Sendos manganzones discurren por la calle simulando llamadas mientras buscan pokeparadas a la hora del refrigerio. No se señala con el dedo a quien inocentemente juega. Sucesivamente a lo largo de su historia el ser humano ha sido calificado por un naturalista, un filósofo y un historiador (1) como Homo sapiens (hombre que piensa, 1758), Homo faber (hombre que fabrica, 1907) y Homo ludens (hombre que juega, 1938). Siendo Sófocles quien con anterioridad, alevosía y ventaja invirtiera el foco de atención para señalar que en realidad los hombres eran los juguetes de los dioses. En lo que a juegos enajenantes y perseguidos se refiere, el Pokémon Go tuvo un abuelo. Se llamaba pinball.
Entre pollos y The Who
A finales de los años setenta, a pocos metros del cruce de 28 de Julio con la avenida Larco, un oculto templo del ocio recreativo llenaba las horas muertas de cuando los jóvenes vivían sin celulares. El recinto se encontraba camuflado en la trastienda de una pollería que recurría a innovadora manera de cocinar el pollo inventada en Wisconsin: ave frita a altas temperaturas en una olla a presión, broiled y roasted, es decir, broaster. El lugar miraflorino en cuestión llevaba el metonímico nombre de Pollos Crisp.

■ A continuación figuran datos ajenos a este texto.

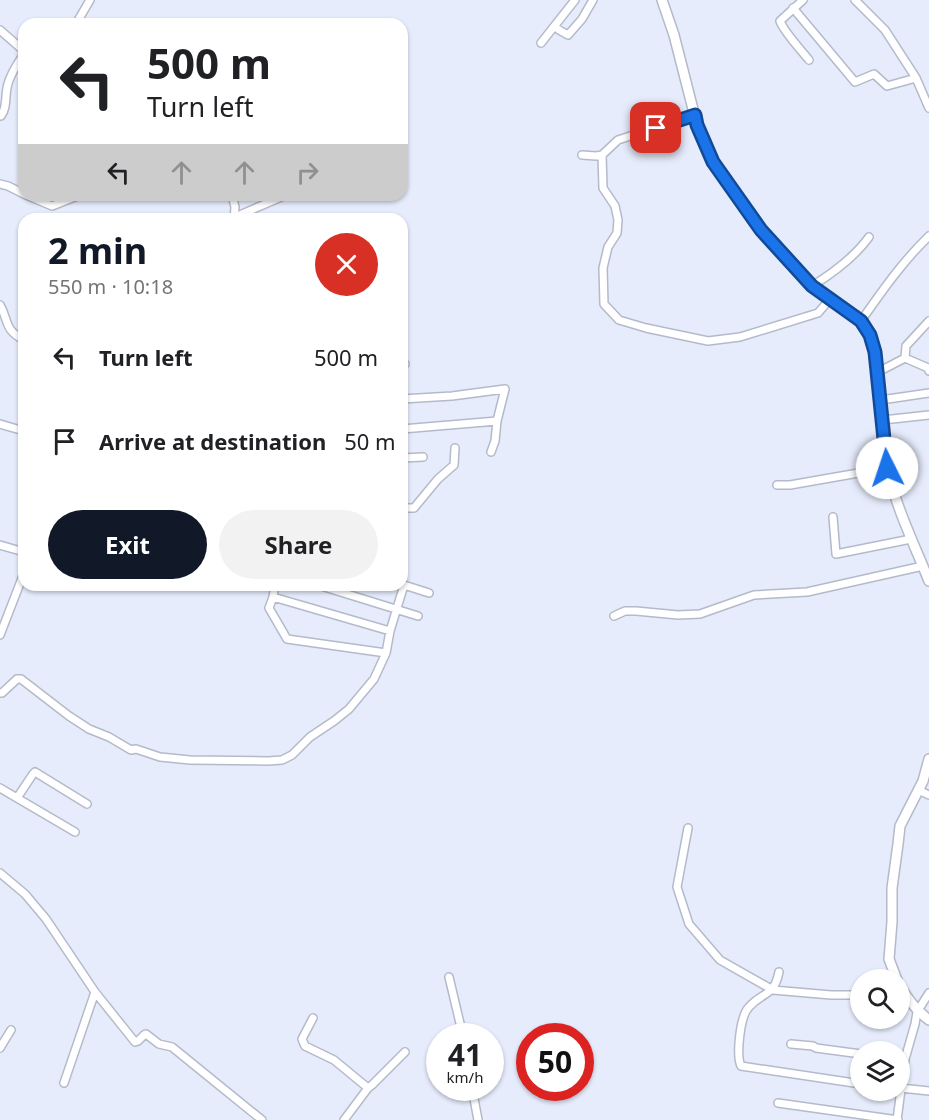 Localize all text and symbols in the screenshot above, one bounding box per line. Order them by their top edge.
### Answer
text: 500 m [147,34,271,91]
icon: left [48,42,126,120]
text: Turn left [147,88,253,125]
pin [630,102,681,153]
icon: arrive [639,111,672,144]
icon: left [102,156,135,189]
icon: ahead [165,156,198,189]
icon: ahead [228,156,261,189]
icon: right [291,156,324,189]
text: 2 min [48,226,147,275]
button: close [315,233,378,296]
text: 550 m · 10:18 [48,273,173,300]
icon: left [48,341,81,374]
text: Turn left [99,342,193,372]
text: 500 m [314,342,378,372]
icon: arrive [48,425,81,458]
text: Arrive at destination [99,426,326,456]
text: 50 m [344,426,396,456]
position arrow [855,436,919,500]
button: Exit [48,510,207,579]
button: Share [219,510,378,579]
map controls [850,969,910,1101]
button: search [850,969,910,1029]
speed limit sign: 50 [516,1023,594,1101]
text: 41 [448,1034,482,1075]
button: layers [850,1041,910,1101]
text: km/h [447,1067,483,1087] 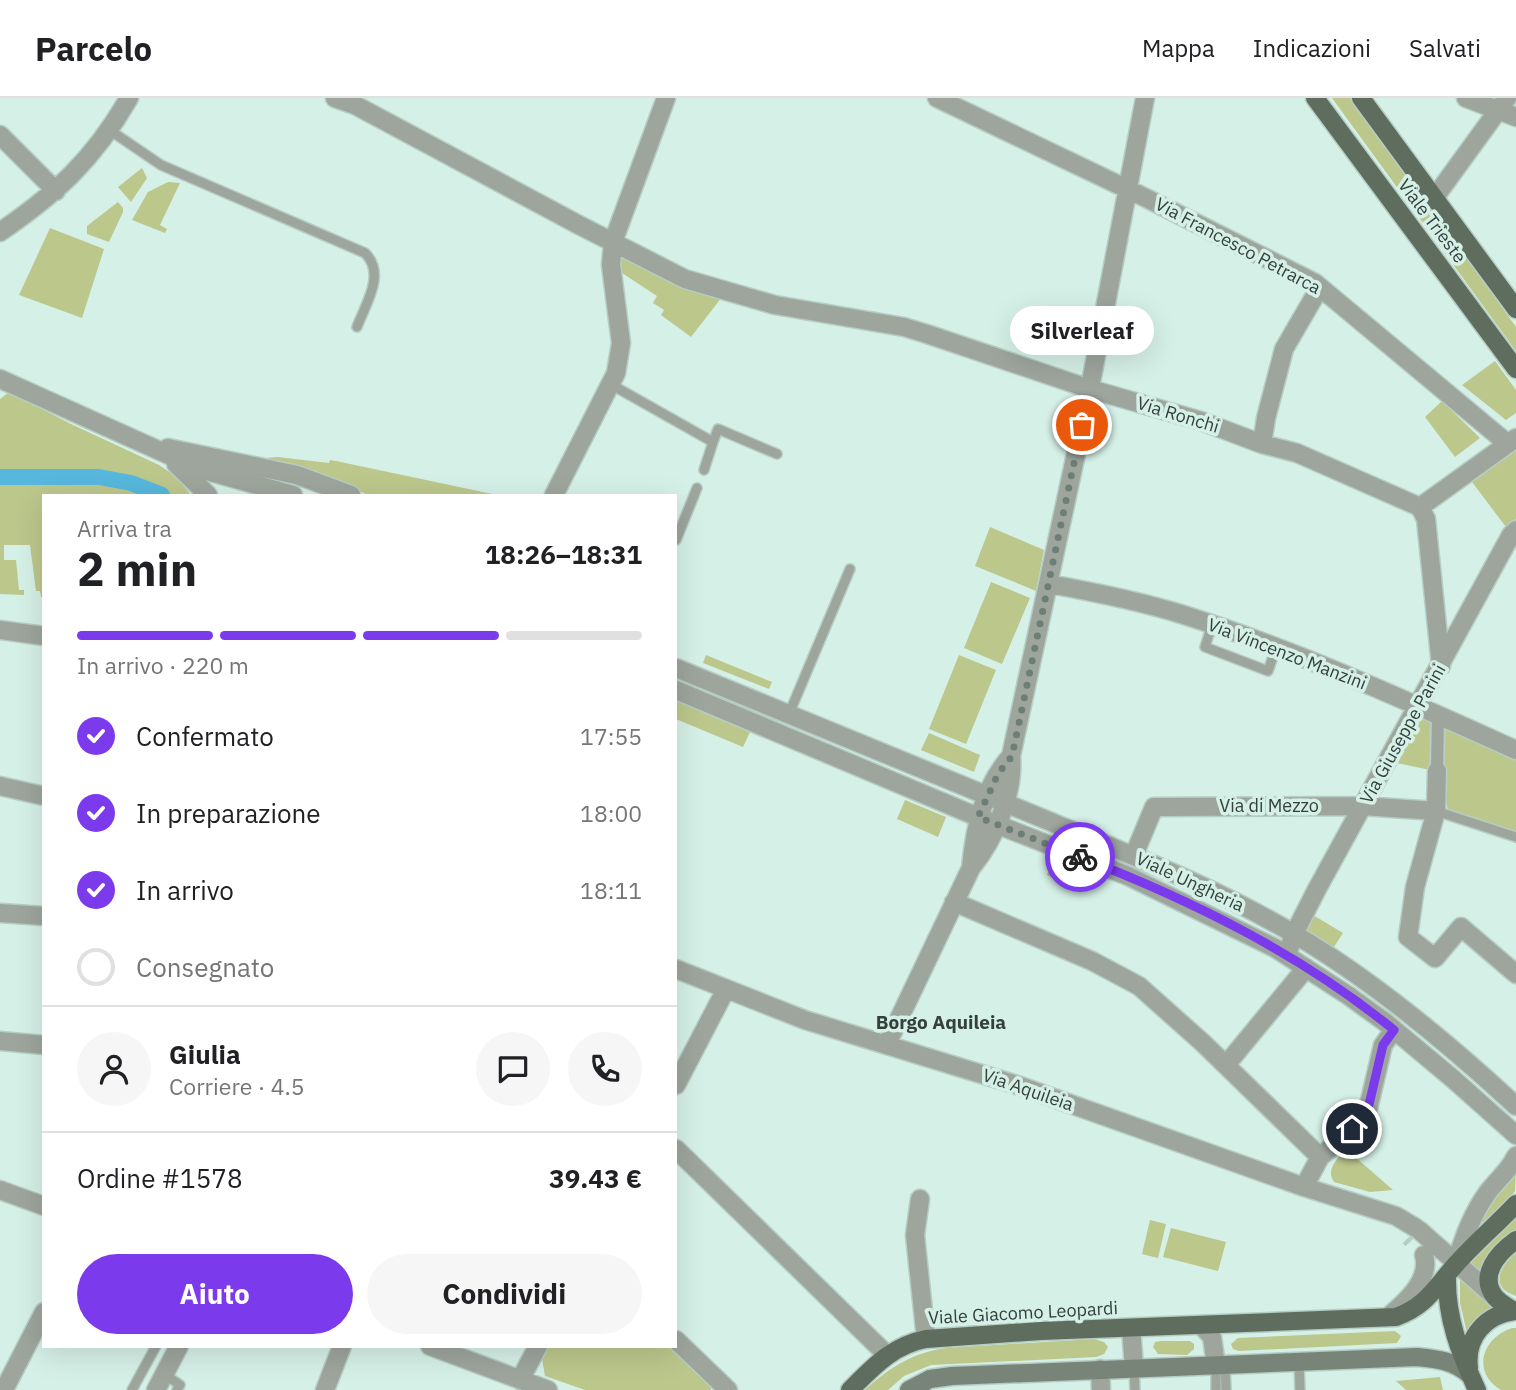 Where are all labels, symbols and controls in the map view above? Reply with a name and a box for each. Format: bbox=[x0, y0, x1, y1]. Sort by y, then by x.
text: Parcelo bbox=[35, 27, 152, 70]
text: Mappa bbox=[1142, 32, 1215, 64]
text: Indicazioni bbox=[1253, 32, 1371, 64]
text: Salvati bbox=[1409, 32, 1481, 64]
street label: Viale Trieste bbox=[1393, 174, 1472, 267]
street label: Via Francesco Petrarca bbox=[1151, 192, 1325, 299]
callout: Silverleaf bbox=[1010, 306, 1154, 355]
text: Silverleaf bbox=[1030, 315, 1134, 345]
street label: Via Ronchi bbox=[1134, 391, 1222, 438]
pin bbox=[1052, 395, 1112, 455]
icon: bag bbox=[1063, 406, 1101, 444]
text: Arriva tra bbox=[77, 513, 172, 543]
text: 18:26–18:31 bbox=[485, 537, 642, 571]
text: 2 min bbox=[77, 539, 197, 599]
street label: Via Vincenzo Manzini bbox=[1204, 613, 1370, 694]
text: In arrivo · 220 m bbox=[77, 650, 249, 680]
street label: Via Giuseppe Parini bbox=[1355, 660, 1451, 808]
icon: check bbox=[77, 717, 115, 755]
text: Confermato bbox=[136, 719, 274, 753]
text: 17:55 bbox=[580, 721, 642, 751]
icon: check bbox=[77, 794, 115, 832]
street label: Via di Mezzo bbox=[1219, 794, 1319, 817]
text: In preparazione bbox=[136, 796, 321, 830]
text: 18:00 bbox=[580, 798, 642, 828]
courier bbox=[1045, 822, 1115, 892]
icon: bike bbox=[1061, 838, 1099, 876]
street label: Viale Ungheria bbox=[1132, 846, 1248, 917]
icon: check bbox=[77, 871, 115, 909]
text: In arrivo bbox=[136, 873, 234, 907]
text: 18:11 bbox=[580, 875, 642, 905]
text: Consegnato bbox=[136, 950, 274, 984]
district label: Borgo Aquileia bbox=[876, 1010, 1006, 1034]
button: person bbox=[77, 1032, 151, 1106]
button: chat bbox=[476, 1032, 550, 1106]
button: phone bbox=[568, 1032, 642, 1106]
text: Giulia bbox=[169, 1037, 241, 1071]
street label: Via Aquileia bbox=[980, 1063, 1077, 1116]
text: Corriere · 4.5 bbox=[169, 1071, 305, 1101]
pin bbox=[1322, 1099, 1382, 1159]
icon: home bbox=[1333, 1110, 1371, 1148]
text: Ordine #1578 bbox=[77, 1161, 243, 1195]
text: 39.43 € bbox=[549, 1161, 642, 1195]
button: Aiuto bbox=[77, 1254, 353, 1334]
button: Condividi bbox=[367, 1254, 642, 1334]
street label: Viale Giacomo Leopardi bbox=[927, 1296, 1118, 1329]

Pasados los vapores suculentos del comedor se accedía al santuario electrónico que detrás de él funcionaba. Una sala con varias máquinas de pinball y arcade con atmósfera de clandestinidad avícola. Aparatos como estas solo se habían visto en Lima en la Feria del Hogar, una novedad disruptiva junto con el salón de los espejos, habiendo abonado a favor de su culto la película de la ópera rock Tommy, con música de The Who. En ella el vocalista del grupo Roger Daltrey hacía de un traumatizado niño ciego, sordo y mudo, autista en vías de diagnóstico que luego de encontrar una máquina de pinball en un botadero de basura se descubre como maestro en su manejo, convirtiendo el juego del pinball en una religión. La explicación a este don, relatada en la canción “Pinball Wizard” (“la peor que he escrito en mi vida”, Pete Townshend dixit) está en que al ser sensorialmente discapacitado Tommy tiene bloqueada cualquier distracción que le interrumpa el juego. Digamos lo que pasa actualmente con un chico y su celular. Tommy se estrenó en Lima en lo que era el cine Orrantia, esquina de Javier Prado con la avenida Arequipa, en medio de una densa neblina marihuanera al interior del recinto. Hoy en día, nada es casualidad, el cine Orrantia es un templo religioso.
Un pinball en Versalles
Luis XIV, el ‘Rey Sol’, puede haber sido el pionero del pinball. Durante su mandato fue que se creó ese juego híbrido entre bolos y billar que se dio en llamar bagatelle, literalmente minucia de poco valor. Recién en los años 30 al norteamericano David Gottlieb se le ocurría incorporarle el mecanismo para jugar a cambio de monedas, entretenimiento barato que calzó con las necesidades de escape propias de la Gran Depresión. El propio Gottlieb a fines de los 40 le incorpora las paletas controladas por el jugador para intentar mantener la bola dentro del campo de juego, los flippers. El triunfo consistía en acumular el mayor puntaje en base a la rapidez y pericia en el manejo de flippers para que la billa rebotara eternamente entre bumpers, slingshots, spinners y rollers, adminículos todos distribuidos sobre la plataforma de juego con intricada red de solenoides eléctricos en su interior a fin de intervenir en el discurrir de la bola metálica. El arte de la minucia geoespacial.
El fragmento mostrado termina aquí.